From: Tvrtko Ursulin <tvrtko.ursulin@linux.intel.com>
To: Chris Wilson <chris@chris-wilson.co.uk>,
intel-gfx@lists.freedesktop.org,
Mika Kuoppala <mika.kuoppala@intel.com>
Subject: Re: [PATCH v3 2/2] drm/i915: Restore engine->submit_request before unwedging
Date: Wed, 15 Mar 2017 10:04:13 +0000 [thread overview]
Message-ID: <482f5c2f-ae2c-ba37-63be-fe9ffb0823c1@linux.intel.com> (raw)

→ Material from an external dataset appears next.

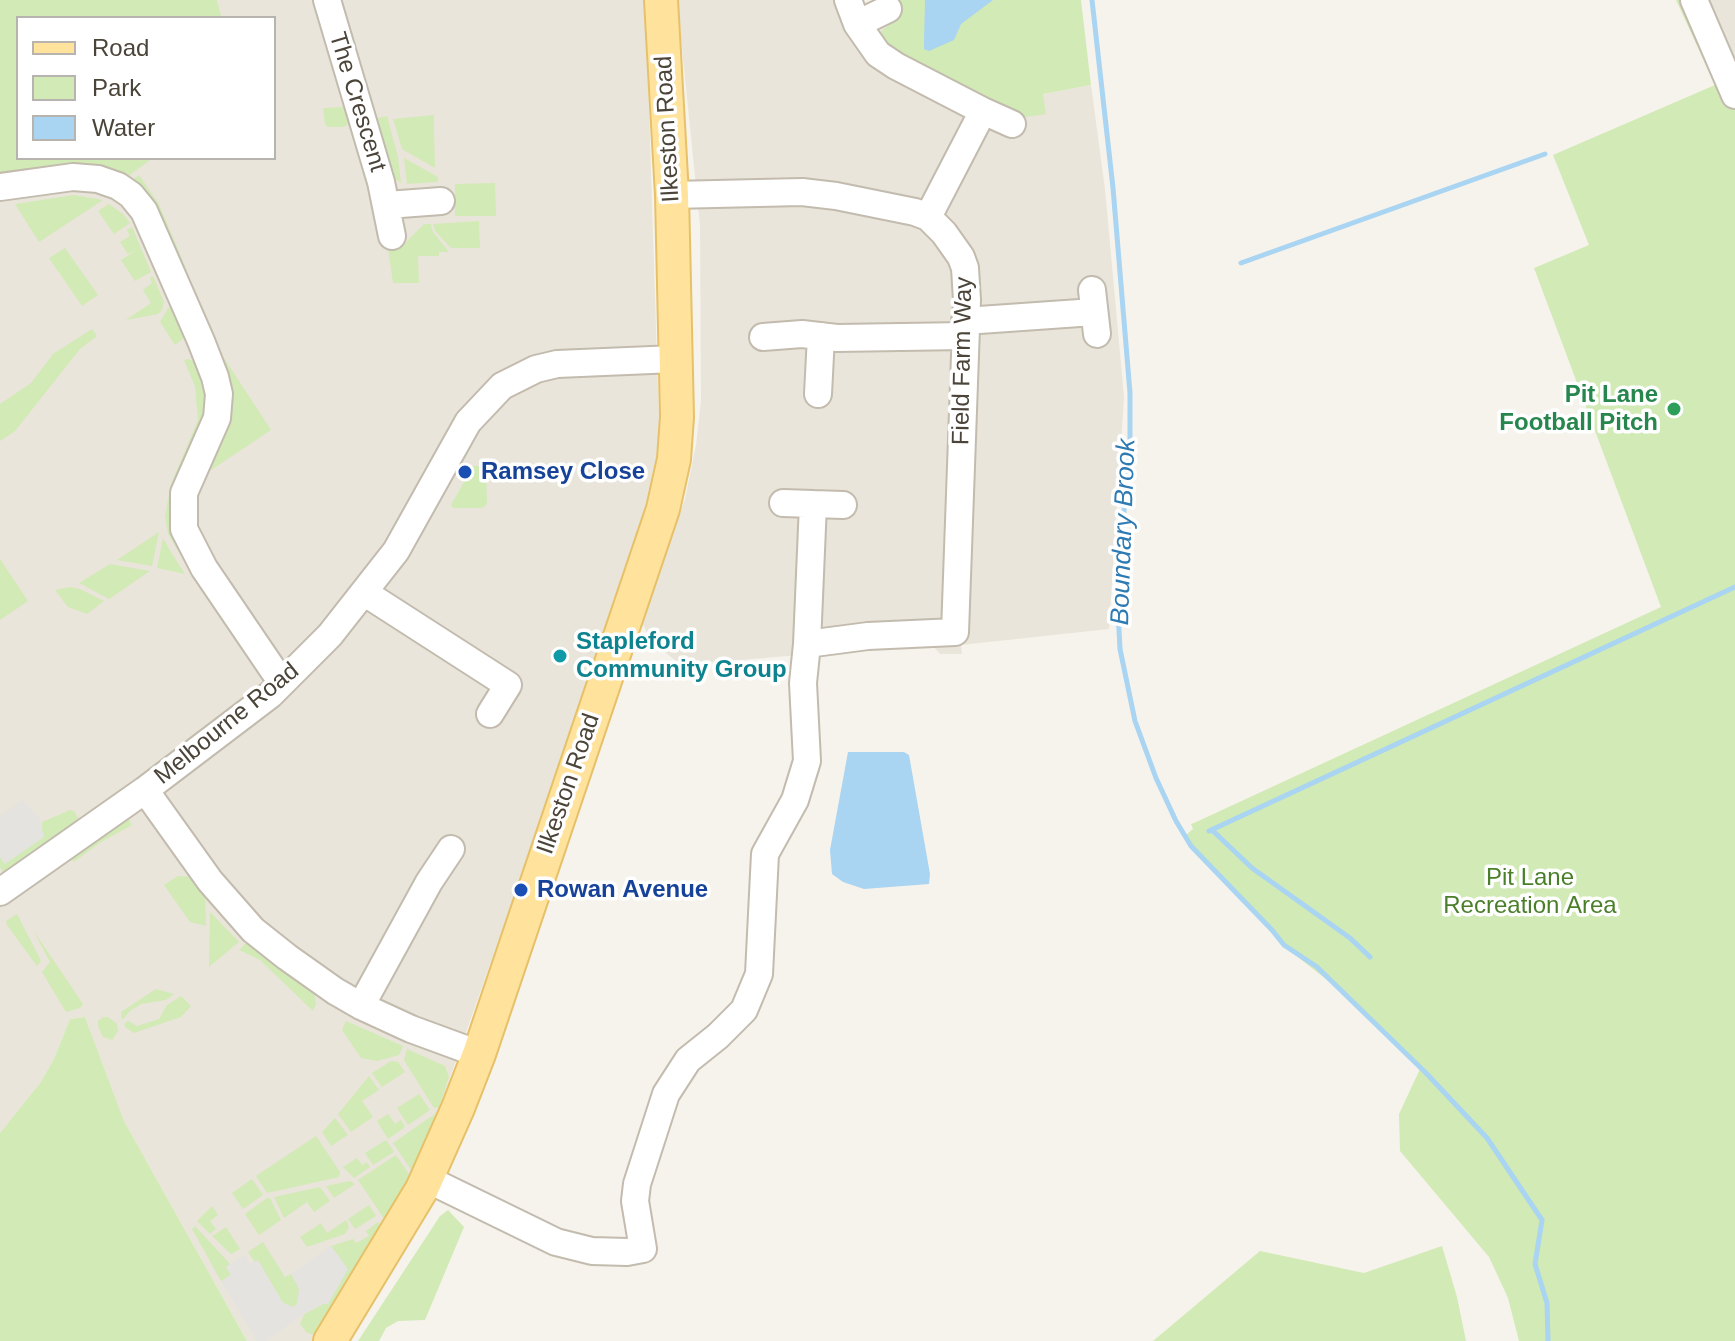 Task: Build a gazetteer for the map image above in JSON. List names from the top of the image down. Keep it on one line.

In-Reply-To: <20170315093421.GQ2118@nuc-i3427.alporthouse.com>
On 15/03/2017 09:34, Chris Wilson wrote:
> On Wed, Mar 15, 2017 at 09:23:01AM +0000, Tvrtko Ursulin wrote:
>>
>> On 14/03/2017 09:34, Chris Wilson wrote:
>>> When we wedge the device, we override engine->submit_request with a nop
>>> to ensure that all in-flight requests are marked in error. However, igt
>>> would like to unwedge the device to test -EIO handling. This requires us
>>> to flush those in-flight requests and restore the original
>>> engine->submit_request.
>>>
>>> v2: Use a vfunc to unify enabling request submission to engines
>>> v3: Split new vfunc to a separate patch.
>>>
>>> Fixes: 821ed7df6e2a ("drm/i915: Update reset path to fix incomplete requests")
>>> Testcase: igt/gem_eio
>>> Signed-off-by: Chris Wilson <chris@chris-wilson.co.uk>
>>> Cc: Tvrtko Ursulin <tvrtko.ursulin@intel.com>
>>> Cc: Mika Kuoppala <mika.kuoppala@intel.com>
>>> ---
>>> drivers/gpu/drm/i915/i915_drv.c | 2 +-
>>> drivers/gpu/drm/i915/i915_drv.h | 1 +
>>> drivers/gpu/drm/i915/i915_gem.c | 51 +++++++++++++++++++++++++++++++++++++++++
>>> 3 files changed, 53 insertions(+), 1 deletion(-)
>>>
>>> diff --git a/drivers/gpu/drm/i915/i915_drv.c b/drivers/gpu/drm/i915/i915_drv.c
>>> index e312b61ba6bb..11d1066b673c 100644
>>> --- a/drivers/gpu/drm/i915/i915_drv.c
>>> +++ b/drivers/gpu/drm/i915/i915_drv.c
>>> @@ -1822,7 +1822,7 @@ void i915_reset(struct drm_i915_private *dev_priv)
>>> return;
>>>
>>> /* Clear any previous failed attempts at recovery. Time to try again. */
>>> - __clear_bit(I915_WEDGED, &error->flags);
>>> + i915_gem_unset_wedged(dev_priv);
>>> error->reset_count++;
>>>
>>> pr_notice("drm/i915: Resetting chip after gpu hang\n");
>>> diff --git a/drivers/gpu/drm/i915/i915_drv.h b/drivers/gpu/drm/i915/i915_drv.h
>>> index 48ff64812289..53a791d8d992 100644
>>> --- a/drivers/gpu/drm/i915/i915_drv.h
>>> +++ b/drivers/gpu/drm/i915/i915_drv.h
>>> @@ -3406,6 +3406,7 @@ int i915_gem_reset_prepare(struct drm_i915_private *dev_priv);
>>> void i915_gem_reset(struct drm_i915_private *dev_priv);
>>> void i915_gem_reset_finish(struct drm_i915_private *dev_priv);
>>> void i915_gem_set_wedged(struct drm_i915_private *dev_priv);
>>> +void i915_gem_unset_wedged(struct drm_i915_private *dev_priv);
>>>
>>> void i915_gem_init_mmio(struct drm_i915_private *i915);
>>> int __must_check i915_gem_init(struct drm_i915_private *dev_priv);
>>> diff --git a/drivers/gpu/drm/i915/i915_gem.c b/drivers/gpu/drm/i915/i915_gem.c
>>> index 202bb850f260..e06830916a05 100644
>>> --- a/drivers/gpu/drm/i915/i915_gem.c
>>> +++ b/drivers/gpu/drm/i915/i915_gem.c
>>> @@ -3000,6 +3000,57 @@ void i915_gem_set_wedged(struct drm_i915_private *dev_priv)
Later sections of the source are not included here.